### BRIEF
Collect each line of the entries that holds the string "lists".

### PROVIDED RECORDS
_ _ _ _
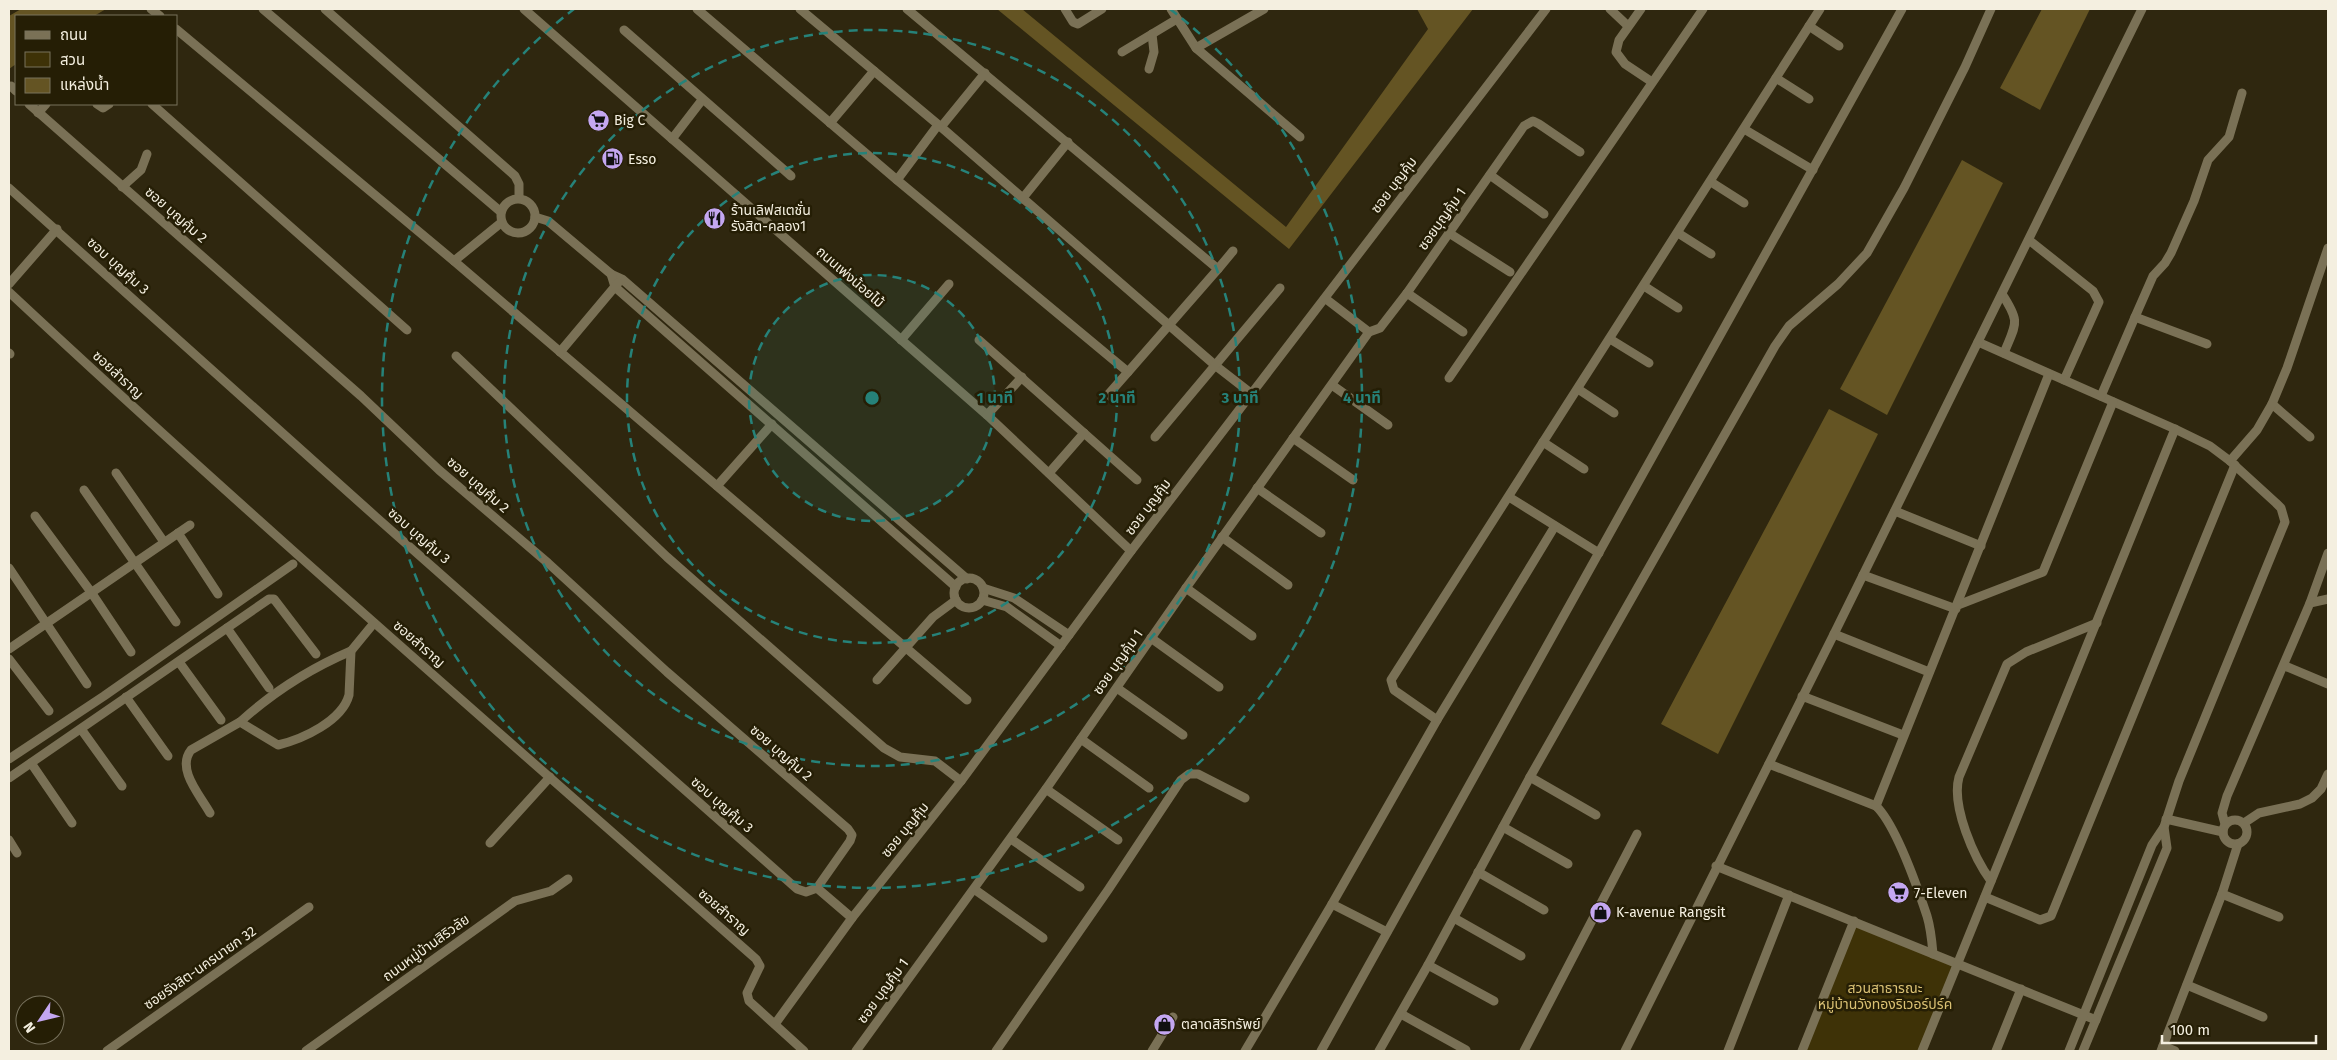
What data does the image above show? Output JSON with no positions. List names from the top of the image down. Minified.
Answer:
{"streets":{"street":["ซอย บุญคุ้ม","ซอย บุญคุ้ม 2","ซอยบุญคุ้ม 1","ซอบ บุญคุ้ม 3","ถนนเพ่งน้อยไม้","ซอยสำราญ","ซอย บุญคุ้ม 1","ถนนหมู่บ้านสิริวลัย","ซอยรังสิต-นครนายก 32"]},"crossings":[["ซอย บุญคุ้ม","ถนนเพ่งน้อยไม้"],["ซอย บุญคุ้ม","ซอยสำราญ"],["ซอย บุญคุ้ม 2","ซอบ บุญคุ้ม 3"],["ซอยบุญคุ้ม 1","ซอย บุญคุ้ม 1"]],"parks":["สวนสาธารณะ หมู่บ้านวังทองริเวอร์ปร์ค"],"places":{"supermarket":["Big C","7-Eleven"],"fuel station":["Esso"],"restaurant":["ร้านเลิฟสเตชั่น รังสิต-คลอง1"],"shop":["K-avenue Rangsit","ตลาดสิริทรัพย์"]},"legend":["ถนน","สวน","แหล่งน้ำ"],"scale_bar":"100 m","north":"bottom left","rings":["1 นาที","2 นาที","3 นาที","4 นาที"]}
_ _ _ _
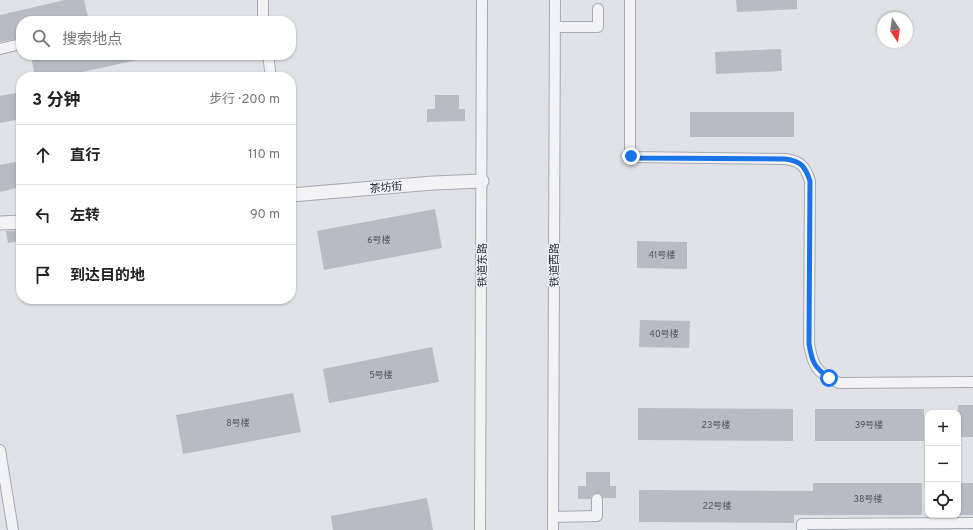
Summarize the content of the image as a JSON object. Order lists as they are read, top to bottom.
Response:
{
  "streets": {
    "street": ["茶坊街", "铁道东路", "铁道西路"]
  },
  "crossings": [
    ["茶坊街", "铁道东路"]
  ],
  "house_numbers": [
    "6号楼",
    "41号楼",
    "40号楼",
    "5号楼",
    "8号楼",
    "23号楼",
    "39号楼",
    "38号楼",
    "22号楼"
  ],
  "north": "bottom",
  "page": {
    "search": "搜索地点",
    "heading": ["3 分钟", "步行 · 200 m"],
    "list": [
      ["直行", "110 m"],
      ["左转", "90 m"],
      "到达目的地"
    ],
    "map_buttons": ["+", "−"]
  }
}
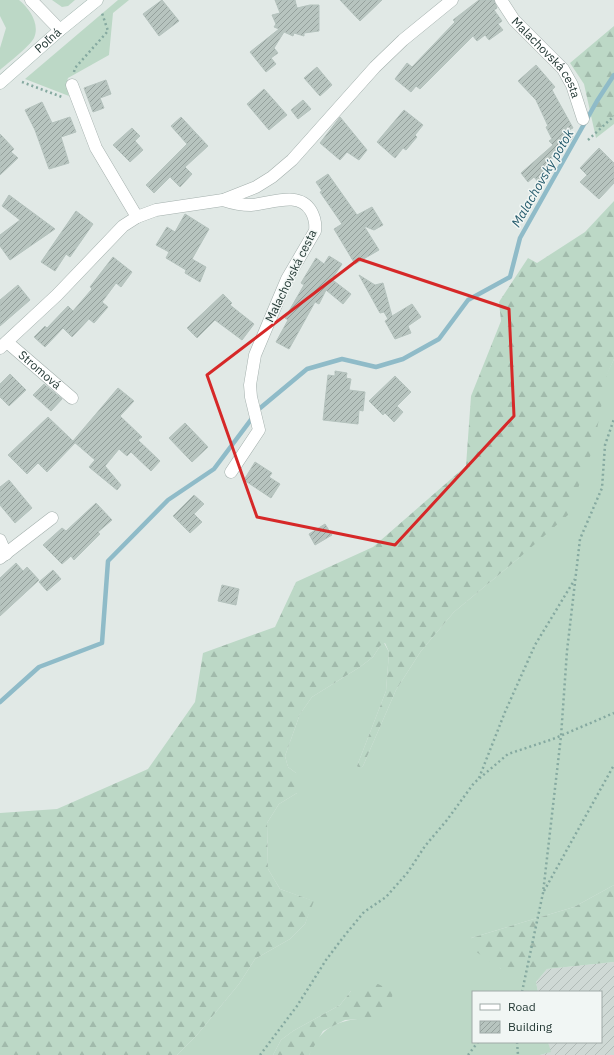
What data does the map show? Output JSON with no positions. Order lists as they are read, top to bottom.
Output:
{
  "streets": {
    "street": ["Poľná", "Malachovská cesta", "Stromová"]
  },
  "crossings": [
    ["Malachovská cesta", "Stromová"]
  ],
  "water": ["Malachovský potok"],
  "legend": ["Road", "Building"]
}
_ _ _ _
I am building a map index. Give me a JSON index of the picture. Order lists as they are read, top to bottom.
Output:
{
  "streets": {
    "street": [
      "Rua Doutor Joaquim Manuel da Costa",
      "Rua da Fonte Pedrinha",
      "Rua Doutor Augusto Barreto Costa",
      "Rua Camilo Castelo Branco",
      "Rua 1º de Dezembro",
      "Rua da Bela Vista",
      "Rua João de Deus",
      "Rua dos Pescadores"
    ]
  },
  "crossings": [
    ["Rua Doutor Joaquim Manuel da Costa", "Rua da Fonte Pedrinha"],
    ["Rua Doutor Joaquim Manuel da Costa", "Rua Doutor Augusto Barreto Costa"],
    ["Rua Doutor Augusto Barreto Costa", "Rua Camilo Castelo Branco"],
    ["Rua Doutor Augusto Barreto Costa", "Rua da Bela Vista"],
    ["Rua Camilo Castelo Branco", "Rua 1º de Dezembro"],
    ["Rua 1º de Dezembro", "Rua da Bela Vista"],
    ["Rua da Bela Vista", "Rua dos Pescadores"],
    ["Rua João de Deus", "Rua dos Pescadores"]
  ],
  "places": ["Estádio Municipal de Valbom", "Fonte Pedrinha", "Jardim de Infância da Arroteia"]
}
_ _ _ _
### EXPECTED OUTPUT
Summarize the content of the image as a JSON object. Order lists as they are read, top to bottom.
What data does the map show? Output JSON with no positions. Order lists as they are read, top to bottom.
I am building a map index. Give me a JSON index of the picture. Order lists as they are read, top to bottom.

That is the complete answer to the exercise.